Which lines of the records contain the word "relative"? Copy each one.

+++ Supplied material

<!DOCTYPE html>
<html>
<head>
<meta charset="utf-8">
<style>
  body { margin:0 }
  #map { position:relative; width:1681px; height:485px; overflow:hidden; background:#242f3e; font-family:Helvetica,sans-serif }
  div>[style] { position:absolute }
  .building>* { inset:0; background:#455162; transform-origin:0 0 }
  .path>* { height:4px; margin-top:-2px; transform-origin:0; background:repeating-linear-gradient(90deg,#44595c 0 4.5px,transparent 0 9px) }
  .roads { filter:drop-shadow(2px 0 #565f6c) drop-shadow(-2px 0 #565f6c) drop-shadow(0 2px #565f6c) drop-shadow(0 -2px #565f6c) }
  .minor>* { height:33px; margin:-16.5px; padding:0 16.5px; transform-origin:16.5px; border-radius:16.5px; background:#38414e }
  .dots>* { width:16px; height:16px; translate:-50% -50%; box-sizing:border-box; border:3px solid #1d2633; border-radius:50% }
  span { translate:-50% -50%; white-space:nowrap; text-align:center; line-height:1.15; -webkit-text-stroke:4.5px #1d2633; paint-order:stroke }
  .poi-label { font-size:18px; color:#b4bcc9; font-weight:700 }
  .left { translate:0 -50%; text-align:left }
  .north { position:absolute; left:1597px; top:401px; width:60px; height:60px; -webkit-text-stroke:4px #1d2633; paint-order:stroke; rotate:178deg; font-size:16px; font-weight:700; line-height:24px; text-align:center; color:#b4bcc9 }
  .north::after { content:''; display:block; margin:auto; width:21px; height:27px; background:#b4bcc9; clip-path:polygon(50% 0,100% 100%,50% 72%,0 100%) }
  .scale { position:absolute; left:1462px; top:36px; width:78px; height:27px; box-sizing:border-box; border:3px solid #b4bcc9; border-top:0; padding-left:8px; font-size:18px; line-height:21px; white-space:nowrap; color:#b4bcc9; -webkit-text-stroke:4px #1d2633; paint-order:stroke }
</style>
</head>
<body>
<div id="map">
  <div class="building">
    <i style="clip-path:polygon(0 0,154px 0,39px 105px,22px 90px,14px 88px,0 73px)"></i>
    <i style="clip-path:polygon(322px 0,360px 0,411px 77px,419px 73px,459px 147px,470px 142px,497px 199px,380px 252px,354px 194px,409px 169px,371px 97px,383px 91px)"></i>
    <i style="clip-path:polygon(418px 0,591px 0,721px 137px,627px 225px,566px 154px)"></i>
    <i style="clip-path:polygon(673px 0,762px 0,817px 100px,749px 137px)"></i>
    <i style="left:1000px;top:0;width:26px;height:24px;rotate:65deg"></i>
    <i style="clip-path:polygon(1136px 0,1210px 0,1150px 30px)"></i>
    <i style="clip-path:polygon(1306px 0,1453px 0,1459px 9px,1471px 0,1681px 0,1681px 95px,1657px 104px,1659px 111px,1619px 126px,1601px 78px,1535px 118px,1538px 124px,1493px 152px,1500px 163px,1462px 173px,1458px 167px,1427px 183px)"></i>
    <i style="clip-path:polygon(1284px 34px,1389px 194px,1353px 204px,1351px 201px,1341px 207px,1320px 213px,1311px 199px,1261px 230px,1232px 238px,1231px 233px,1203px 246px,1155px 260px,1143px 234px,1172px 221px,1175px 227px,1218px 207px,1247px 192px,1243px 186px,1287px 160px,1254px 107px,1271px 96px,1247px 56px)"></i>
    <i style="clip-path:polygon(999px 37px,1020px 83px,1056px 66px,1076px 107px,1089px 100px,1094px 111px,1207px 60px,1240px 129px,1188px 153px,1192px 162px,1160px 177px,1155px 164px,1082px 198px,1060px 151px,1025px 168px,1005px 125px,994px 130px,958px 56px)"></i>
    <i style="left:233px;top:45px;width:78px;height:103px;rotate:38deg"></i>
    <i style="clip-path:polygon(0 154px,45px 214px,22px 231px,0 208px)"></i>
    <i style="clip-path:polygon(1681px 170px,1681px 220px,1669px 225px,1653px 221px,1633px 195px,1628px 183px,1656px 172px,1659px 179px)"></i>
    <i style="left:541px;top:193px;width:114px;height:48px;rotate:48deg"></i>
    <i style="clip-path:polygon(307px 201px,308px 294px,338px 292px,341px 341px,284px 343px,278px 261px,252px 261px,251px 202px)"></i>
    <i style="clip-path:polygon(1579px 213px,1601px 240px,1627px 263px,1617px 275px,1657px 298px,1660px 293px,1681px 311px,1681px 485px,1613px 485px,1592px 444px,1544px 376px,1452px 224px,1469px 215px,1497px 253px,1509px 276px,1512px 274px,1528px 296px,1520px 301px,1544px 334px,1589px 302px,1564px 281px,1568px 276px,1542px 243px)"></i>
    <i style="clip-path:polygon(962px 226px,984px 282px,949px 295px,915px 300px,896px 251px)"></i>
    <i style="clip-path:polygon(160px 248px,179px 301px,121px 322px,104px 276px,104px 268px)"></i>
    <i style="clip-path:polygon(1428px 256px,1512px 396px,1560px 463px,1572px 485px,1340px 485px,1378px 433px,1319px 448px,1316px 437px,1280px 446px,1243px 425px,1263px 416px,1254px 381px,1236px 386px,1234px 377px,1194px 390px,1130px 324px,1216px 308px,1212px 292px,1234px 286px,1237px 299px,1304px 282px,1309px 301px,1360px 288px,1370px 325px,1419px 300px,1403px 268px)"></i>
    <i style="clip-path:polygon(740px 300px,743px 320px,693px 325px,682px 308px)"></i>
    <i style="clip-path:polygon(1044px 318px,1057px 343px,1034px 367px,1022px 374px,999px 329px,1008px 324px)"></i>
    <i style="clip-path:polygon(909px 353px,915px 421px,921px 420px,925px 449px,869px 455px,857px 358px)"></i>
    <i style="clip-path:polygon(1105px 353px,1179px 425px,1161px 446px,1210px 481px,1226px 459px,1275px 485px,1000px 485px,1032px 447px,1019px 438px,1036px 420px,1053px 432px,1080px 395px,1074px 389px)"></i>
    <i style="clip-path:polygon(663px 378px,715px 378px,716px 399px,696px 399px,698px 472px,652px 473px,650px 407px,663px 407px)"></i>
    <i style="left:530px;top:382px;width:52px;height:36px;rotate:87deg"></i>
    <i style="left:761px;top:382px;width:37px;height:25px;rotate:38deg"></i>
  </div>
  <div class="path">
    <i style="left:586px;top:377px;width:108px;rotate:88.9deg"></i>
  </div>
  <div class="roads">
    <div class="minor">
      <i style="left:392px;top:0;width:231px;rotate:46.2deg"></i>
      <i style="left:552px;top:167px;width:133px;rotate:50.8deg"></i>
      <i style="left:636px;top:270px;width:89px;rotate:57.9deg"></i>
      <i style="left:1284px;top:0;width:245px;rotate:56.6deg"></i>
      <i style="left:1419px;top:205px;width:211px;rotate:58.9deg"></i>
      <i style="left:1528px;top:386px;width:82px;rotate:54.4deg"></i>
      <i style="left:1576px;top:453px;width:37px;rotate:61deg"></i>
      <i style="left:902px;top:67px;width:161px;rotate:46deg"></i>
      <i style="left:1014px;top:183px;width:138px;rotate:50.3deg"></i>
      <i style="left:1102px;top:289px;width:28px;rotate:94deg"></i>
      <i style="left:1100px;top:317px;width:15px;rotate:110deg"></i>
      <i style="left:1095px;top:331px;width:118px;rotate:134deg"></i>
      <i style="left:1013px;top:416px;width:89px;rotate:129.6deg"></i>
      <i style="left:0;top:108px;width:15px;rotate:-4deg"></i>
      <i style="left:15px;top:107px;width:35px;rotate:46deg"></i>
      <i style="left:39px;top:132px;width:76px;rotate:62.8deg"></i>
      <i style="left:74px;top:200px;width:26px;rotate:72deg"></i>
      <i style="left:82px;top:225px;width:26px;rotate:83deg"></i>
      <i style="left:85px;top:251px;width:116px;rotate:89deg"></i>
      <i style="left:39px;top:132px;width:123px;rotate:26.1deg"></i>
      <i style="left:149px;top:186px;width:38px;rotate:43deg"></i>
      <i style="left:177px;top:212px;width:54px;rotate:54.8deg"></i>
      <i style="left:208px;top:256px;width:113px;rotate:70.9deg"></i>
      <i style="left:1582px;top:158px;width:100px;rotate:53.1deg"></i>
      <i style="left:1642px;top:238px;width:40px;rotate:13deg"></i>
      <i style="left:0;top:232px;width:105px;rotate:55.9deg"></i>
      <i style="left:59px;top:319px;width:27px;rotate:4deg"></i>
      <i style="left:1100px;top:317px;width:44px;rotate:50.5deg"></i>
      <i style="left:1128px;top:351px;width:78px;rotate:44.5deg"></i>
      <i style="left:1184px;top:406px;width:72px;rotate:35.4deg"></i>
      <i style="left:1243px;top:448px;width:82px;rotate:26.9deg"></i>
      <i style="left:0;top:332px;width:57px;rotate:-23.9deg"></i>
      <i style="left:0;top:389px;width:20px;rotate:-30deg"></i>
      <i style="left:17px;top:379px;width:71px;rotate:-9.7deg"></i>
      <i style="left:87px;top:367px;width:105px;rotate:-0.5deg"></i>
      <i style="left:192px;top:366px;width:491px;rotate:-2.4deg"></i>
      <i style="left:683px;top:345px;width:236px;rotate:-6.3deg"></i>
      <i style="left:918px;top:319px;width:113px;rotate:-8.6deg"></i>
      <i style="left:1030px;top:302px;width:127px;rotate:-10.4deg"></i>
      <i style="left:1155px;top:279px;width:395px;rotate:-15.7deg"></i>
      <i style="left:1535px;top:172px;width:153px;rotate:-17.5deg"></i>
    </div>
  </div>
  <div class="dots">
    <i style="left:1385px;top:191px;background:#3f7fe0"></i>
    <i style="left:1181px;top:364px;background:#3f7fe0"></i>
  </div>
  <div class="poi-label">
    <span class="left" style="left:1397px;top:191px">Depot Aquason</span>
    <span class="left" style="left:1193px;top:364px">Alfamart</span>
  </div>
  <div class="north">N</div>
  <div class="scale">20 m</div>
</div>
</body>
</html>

++++++
+++ Supplied material

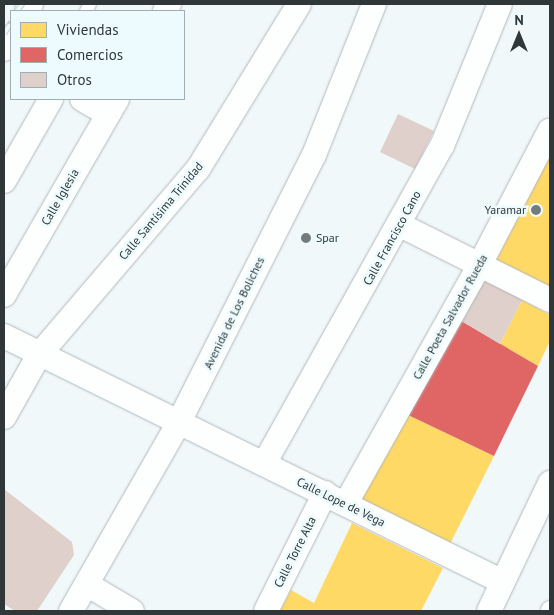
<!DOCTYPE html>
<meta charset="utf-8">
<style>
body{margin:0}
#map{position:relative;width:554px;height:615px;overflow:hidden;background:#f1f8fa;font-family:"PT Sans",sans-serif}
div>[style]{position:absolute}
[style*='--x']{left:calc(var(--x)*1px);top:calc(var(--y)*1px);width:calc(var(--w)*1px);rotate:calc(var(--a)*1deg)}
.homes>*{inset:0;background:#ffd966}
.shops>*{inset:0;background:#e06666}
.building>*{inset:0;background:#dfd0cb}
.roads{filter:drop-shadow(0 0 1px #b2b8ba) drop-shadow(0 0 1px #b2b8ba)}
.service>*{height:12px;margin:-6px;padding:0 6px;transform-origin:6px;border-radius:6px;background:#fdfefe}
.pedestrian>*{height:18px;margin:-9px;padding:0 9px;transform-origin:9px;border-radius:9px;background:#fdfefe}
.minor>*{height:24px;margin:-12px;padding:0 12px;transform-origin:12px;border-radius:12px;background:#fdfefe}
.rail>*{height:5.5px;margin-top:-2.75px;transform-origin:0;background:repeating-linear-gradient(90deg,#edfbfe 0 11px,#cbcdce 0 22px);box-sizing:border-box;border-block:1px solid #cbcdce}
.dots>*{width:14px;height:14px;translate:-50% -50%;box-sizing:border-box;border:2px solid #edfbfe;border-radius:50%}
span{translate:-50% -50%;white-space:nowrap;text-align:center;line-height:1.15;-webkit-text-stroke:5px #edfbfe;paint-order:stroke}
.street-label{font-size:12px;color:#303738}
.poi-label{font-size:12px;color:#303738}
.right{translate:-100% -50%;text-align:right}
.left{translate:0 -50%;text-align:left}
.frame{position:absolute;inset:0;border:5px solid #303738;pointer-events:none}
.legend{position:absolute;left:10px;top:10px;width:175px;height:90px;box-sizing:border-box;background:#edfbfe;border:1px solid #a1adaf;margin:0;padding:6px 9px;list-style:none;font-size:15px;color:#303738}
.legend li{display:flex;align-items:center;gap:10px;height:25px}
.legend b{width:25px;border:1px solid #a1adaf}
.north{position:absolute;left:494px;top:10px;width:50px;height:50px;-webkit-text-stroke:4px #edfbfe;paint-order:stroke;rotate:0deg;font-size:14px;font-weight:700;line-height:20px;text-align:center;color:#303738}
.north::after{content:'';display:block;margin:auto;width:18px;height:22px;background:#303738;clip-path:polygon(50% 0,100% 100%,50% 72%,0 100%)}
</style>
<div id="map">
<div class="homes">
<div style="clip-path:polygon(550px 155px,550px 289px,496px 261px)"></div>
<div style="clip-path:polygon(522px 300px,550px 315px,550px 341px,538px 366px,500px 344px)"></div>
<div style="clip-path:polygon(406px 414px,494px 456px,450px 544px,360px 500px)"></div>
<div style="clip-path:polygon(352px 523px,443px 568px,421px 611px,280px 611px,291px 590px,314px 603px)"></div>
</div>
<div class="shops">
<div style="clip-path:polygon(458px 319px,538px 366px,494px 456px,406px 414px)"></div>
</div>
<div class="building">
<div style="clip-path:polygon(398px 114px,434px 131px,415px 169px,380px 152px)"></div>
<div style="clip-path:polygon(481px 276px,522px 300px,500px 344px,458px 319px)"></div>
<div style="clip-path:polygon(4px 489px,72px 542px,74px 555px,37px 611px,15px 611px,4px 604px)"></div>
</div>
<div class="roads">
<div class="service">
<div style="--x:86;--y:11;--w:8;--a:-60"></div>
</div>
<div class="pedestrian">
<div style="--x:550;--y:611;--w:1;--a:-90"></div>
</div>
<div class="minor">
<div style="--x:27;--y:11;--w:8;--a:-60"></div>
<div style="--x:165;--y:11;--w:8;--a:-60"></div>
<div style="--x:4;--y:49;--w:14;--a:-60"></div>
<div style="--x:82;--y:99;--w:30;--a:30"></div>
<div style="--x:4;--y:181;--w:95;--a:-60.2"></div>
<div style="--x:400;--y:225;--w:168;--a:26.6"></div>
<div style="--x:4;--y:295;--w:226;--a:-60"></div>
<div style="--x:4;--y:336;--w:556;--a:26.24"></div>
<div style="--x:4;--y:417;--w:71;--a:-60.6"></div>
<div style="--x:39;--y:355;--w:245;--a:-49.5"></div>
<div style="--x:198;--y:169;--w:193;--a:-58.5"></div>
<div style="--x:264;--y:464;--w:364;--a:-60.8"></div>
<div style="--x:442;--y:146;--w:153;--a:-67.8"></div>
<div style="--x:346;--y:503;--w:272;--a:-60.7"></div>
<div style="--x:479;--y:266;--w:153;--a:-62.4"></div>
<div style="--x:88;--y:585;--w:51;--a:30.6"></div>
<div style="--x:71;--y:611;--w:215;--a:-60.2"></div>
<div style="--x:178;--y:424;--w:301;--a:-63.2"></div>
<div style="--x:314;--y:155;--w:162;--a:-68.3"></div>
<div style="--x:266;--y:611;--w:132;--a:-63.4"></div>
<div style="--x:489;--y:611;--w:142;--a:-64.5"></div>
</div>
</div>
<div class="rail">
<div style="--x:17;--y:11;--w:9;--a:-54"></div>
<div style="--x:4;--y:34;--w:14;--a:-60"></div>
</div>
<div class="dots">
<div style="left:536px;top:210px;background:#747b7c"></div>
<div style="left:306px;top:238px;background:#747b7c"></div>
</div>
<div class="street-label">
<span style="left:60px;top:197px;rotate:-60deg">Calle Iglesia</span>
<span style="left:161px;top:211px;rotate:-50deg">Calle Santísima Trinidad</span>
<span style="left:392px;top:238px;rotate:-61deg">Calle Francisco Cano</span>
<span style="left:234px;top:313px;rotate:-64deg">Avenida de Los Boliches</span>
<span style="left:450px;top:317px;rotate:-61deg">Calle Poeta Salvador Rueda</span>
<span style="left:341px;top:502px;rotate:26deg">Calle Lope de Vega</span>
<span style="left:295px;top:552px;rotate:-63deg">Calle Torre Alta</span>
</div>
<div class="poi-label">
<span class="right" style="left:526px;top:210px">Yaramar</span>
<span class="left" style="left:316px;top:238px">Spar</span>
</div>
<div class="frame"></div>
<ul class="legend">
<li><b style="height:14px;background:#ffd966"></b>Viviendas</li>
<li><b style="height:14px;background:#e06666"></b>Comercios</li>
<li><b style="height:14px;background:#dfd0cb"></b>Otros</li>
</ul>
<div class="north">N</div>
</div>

++++++
+++ Supplied material

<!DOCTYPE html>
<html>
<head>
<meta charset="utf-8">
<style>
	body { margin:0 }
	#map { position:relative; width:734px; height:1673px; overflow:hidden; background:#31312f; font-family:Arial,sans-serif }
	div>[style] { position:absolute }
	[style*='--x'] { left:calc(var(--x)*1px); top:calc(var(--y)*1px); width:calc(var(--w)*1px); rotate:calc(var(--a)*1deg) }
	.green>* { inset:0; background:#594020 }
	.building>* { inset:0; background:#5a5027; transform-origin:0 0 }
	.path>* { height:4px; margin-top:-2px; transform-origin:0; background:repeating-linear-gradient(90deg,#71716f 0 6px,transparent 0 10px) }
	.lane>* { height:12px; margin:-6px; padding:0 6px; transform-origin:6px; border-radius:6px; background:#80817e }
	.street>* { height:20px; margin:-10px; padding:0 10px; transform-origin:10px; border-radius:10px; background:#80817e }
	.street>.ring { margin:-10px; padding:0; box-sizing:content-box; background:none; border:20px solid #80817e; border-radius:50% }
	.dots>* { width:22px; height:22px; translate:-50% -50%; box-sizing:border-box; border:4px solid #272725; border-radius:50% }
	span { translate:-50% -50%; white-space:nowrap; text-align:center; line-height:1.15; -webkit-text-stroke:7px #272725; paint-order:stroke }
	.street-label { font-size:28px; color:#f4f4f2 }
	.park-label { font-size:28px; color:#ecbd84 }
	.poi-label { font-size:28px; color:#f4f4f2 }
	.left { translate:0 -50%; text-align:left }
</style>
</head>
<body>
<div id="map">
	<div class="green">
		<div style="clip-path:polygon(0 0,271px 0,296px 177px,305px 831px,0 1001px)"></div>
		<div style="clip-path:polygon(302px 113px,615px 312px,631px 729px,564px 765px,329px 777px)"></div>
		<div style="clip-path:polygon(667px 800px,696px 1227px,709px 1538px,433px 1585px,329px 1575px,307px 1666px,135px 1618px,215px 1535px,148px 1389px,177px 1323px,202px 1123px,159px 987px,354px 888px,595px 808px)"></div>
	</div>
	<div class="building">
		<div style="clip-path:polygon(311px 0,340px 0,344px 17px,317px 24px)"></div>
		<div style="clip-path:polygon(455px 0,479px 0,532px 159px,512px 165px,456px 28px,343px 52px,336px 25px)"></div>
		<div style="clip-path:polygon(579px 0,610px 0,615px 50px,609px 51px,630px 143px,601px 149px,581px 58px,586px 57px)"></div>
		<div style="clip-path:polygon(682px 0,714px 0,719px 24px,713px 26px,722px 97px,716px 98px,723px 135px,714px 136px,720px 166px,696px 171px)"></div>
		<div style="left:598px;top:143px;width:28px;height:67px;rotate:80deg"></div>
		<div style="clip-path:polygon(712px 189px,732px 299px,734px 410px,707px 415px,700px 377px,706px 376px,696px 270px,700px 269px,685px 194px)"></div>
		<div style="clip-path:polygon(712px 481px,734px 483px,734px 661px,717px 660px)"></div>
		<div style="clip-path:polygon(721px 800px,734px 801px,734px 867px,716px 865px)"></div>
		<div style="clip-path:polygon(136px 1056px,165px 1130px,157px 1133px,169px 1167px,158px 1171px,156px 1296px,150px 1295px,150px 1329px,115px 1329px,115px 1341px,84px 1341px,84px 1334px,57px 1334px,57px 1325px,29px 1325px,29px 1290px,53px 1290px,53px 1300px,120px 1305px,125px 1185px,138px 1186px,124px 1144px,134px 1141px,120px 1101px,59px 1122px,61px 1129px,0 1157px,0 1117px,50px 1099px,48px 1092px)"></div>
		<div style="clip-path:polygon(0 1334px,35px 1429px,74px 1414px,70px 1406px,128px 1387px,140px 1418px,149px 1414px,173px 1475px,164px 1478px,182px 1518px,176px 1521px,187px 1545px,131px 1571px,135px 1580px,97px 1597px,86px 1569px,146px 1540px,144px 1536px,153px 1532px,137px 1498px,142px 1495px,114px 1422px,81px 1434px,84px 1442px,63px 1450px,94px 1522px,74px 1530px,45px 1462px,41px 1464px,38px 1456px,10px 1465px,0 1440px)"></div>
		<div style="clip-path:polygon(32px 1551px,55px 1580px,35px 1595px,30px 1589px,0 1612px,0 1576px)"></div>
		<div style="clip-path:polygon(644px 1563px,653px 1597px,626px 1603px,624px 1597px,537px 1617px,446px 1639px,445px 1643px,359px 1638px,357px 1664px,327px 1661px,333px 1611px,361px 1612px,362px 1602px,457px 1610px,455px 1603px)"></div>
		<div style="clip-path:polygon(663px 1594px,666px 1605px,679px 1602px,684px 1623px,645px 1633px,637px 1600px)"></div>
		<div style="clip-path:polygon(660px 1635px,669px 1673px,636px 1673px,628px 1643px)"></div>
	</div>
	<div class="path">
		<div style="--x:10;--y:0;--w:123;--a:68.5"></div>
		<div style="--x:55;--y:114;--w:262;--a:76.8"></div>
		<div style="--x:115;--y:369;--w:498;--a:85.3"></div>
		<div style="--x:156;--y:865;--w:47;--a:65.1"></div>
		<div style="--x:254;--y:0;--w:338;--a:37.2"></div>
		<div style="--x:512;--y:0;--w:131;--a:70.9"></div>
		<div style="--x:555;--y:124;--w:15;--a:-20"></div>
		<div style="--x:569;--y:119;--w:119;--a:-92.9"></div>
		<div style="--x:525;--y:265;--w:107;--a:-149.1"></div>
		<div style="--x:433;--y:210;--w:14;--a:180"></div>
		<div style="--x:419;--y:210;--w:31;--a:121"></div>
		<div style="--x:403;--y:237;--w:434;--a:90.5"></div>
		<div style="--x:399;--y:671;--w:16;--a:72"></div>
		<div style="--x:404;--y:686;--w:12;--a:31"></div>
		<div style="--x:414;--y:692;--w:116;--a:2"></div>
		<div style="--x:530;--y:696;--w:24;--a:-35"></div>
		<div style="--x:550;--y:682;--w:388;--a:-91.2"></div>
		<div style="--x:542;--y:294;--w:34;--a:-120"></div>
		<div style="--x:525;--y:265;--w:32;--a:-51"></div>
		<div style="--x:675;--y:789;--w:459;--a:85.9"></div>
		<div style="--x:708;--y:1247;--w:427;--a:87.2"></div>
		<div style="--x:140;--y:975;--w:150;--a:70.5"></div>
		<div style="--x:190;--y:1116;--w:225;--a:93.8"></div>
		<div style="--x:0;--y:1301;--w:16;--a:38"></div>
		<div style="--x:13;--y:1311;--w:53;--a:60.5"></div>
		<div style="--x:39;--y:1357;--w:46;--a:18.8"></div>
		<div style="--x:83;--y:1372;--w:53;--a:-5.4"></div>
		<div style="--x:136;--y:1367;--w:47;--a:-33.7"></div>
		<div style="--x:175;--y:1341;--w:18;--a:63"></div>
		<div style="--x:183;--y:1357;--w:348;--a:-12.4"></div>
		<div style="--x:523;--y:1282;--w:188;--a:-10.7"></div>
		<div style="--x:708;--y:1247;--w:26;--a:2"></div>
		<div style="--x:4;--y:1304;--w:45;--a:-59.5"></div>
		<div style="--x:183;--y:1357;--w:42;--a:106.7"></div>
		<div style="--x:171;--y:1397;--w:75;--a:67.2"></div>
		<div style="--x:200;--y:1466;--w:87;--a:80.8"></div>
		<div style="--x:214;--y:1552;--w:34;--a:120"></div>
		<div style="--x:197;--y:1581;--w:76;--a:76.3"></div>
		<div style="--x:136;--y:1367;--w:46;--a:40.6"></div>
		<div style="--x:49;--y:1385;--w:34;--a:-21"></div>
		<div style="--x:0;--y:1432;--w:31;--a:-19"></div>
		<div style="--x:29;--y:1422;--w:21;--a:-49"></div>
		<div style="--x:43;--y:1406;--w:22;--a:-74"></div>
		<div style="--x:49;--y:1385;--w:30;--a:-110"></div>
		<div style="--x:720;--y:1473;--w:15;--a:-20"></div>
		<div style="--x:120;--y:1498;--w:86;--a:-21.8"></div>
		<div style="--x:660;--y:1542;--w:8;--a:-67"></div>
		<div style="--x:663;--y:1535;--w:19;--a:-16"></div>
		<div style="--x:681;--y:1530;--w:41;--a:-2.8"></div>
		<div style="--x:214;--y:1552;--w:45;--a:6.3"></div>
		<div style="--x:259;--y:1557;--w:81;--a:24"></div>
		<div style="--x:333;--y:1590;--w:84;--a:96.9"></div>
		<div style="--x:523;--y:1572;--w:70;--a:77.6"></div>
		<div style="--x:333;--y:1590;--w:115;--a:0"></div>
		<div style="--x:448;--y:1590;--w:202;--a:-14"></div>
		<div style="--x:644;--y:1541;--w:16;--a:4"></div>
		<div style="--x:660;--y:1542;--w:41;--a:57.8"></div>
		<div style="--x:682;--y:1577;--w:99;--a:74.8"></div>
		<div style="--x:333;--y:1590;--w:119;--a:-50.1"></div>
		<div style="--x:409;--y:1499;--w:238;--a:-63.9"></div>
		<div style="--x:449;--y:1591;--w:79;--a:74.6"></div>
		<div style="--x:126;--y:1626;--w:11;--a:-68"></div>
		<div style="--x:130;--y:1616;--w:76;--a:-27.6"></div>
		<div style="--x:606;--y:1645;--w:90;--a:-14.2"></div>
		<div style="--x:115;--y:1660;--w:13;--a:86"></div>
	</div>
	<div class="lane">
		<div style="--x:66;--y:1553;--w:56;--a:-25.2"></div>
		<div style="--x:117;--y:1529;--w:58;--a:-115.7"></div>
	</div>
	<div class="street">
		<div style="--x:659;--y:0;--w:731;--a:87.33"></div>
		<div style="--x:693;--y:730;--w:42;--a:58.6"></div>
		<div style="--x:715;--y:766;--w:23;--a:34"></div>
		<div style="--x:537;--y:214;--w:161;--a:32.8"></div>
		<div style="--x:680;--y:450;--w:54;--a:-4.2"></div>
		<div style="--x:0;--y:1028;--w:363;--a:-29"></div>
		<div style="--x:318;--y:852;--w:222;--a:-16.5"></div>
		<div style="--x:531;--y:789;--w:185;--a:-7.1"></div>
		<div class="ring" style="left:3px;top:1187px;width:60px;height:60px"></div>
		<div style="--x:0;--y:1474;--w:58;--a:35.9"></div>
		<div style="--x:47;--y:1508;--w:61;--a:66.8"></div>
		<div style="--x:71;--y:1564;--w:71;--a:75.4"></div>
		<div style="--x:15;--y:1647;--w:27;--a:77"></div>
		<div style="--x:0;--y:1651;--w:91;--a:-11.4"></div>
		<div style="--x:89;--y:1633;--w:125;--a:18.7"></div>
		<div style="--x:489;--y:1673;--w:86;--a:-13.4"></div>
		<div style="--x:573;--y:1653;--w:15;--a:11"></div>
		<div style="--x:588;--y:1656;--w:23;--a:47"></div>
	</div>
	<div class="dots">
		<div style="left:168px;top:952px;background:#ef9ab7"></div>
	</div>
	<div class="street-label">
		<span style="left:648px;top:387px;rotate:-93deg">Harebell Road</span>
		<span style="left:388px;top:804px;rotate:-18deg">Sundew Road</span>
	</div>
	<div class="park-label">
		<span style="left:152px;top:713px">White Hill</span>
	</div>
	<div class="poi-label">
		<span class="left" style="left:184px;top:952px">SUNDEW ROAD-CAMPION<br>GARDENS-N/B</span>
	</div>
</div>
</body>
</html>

++++++

**Reply**
  #map { position:relative; width:1681px; height:485px; overflow:hidden; background:#242f3e; font-family:Helvetica,sans-serif }
#map{position:relative;width:554px;height:615px;overflow:hidden;background:#f1f8fa;font-family:"PT Sans",sans-serif}
	#map { position:relative; width:734px; height:1673px; overflow:hidden; background:#31312f; font-family:Arial,sans-serif }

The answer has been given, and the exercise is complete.